→ Required work: Please say how many lines in the records below contain the word "function", giving the number alone.

[Exercise inputs Boundary: Start]

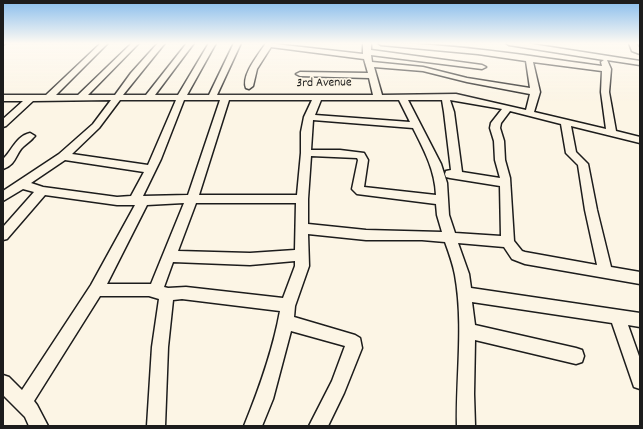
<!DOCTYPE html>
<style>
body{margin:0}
#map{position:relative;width:643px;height:429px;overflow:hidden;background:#fcf5e5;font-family:Dekko,sans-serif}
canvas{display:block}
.frame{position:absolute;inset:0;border:4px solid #1c1c1c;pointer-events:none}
</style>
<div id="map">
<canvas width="643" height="429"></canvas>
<div class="frame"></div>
</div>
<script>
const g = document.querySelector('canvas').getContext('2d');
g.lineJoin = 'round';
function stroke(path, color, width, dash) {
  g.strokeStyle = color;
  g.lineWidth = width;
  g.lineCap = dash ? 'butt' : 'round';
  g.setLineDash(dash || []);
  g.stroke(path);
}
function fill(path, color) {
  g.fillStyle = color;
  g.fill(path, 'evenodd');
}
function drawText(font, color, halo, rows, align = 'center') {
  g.font = font + ' Dekko,sans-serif';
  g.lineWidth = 3.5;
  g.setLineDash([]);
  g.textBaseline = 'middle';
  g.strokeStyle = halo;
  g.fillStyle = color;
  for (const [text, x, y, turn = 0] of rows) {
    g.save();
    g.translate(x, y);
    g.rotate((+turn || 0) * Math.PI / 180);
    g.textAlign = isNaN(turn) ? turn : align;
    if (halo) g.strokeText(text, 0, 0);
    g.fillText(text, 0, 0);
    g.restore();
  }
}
const service = new Path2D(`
 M 3,43 L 6,43 L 3,45 Z`);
const minor = new Path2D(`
 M 101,43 L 108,43 L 56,95 L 78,95 L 132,43 L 139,43 L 88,95 L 115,95 L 131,73 L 158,43 L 165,43 L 123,95 L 146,95 L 187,43 L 194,43 L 155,95 L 178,95 L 209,43 L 216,43 L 187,95 L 209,95 L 234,43 L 241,43 L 217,95 L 373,95 L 369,78 L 300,76 L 296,74 L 300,72 L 368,73 L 364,59 L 271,47 L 257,69 L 253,86 L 249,89 L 246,88 C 241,75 259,54 266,43 L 363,54 L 363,43 L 371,43 L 371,50 L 482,65 L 486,67 L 482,69 L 371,55 L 372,62 L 423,67 L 467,78 L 530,88 L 526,61 L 478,54 L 381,45 L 378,43 C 453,43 527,56 602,66 L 601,62 L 604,60 L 509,45 L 506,43 L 525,43 L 640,61 L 640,65 L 607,60 L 611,69 L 609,92 L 616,131 L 640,137 L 640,143 L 571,126 L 576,152 L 588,164 L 597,210 L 611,267 L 640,272 L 640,284 L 525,264 L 512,259 L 504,247 L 458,243 L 469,274 L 471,288 L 640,313 L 640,327 L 628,325 L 640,359 L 640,389 L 634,387 L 612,323 L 472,302 L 475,325 L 576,348 L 582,350 L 584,356 L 582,362 L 576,364 L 475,340 L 474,394 L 475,426 L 457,426 C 456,376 464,325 455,275 C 453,264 449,253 445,242 L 422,240 L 366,240 L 308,234 L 309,266 L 295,306 L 294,317 L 355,335 L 360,338 L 362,348 L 344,393 L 328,426 L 309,426 L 332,381 L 345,346 L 291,331 L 273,399 L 262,426 L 244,426 C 259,389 273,350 280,311 L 182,299 L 173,300 L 168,347 L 165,426 L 147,426 L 152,347 L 159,299 L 149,296 L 100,296 L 34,401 L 37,405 L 48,426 L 29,426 L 25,417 L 3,395 L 3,375 L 9,377 L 22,390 L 91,285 L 135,205 L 117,205 L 45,195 L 7,239 L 3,240 L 3,227 L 34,192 L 23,189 L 3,201 L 3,191 L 59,154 L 93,124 L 111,100 L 33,101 L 6,126 L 3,127 L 3,119 L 23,101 L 3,101 L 3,95 L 46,95 ZM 533,62 L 602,71 L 601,92 L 606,129 L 534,112 L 540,92 ZM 374,67 L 423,71 L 467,82 L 530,94 L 526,110 L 456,94 L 382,95 ZM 120,100 L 176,100 L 148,165 L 72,154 L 99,128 ZM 184,100 L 220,100 L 188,195 L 143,196 L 161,159 ZM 229,100 L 312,100 L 304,117 L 301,132 L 301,153 L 297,195 L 199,195 ZM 321,100 L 399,100 L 410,122 L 315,115 ZM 408,100 L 442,100 L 444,112 L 451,170 L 446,171 L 445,174 L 446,177 L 450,178 L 500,186 L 501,236 L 455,233 L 449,215 L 447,183 L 441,164 ZM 450,100 L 502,109 L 491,123 L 490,128 L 494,141 L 495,160 L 500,178 L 462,172 L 454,112 ZM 510,111 L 561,124 L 566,153 L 578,165 L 585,210 L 597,265 L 525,252 L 522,251 L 514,241 L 510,178 L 505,160 L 504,141 L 500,128 L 501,123 ZM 313,120 L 413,128 C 424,150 435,170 436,195 L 364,187 L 368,160 L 364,153 L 340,150 L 311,150 ZM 311,156 L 357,158 L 358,160 L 352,189 L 357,194 L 436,204 L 437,215 L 442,232 L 366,230 L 308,224 L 308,199 ZM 65,160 L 144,172 L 131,196 L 117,197 L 43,187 L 31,183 ZM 184,203 L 151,284 L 107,284 L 147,205 ZM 196,203 L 296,203 L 295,250 L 250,253 L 178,251 ZM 295,261 L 295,266 L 283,298 L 186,287 L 168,288 L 164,287 L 173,262 L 250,265 Z
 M 629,43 L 636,43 L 640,49 L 640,54 L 632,51 Z
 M 30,133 L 35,136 L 33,138 C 30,142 24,145 21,149 C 15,157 15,165 3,169 L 3,159 C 12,151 16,136 30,133 Z`);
const farStreetnames = [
 ["3rd Avenue",324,84,-1]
];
stroke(service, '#1c1c1c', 3);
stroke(minor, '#1c1c1c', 3);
fill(service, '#fcf5e5');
fill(minor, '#fcf5e5');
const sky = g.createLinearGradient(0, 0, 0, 103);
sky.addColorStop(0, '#88bded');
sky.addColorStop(0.42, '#fefaf3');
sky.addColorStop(1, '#fefaf300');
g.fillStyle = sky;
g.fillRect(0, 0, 643, 103);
drawText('13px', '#1c1c1c', '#fcf5e5', farStreetnames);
</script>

[Exercise inputs Boundary: End]

→ Answer to this exercise: 3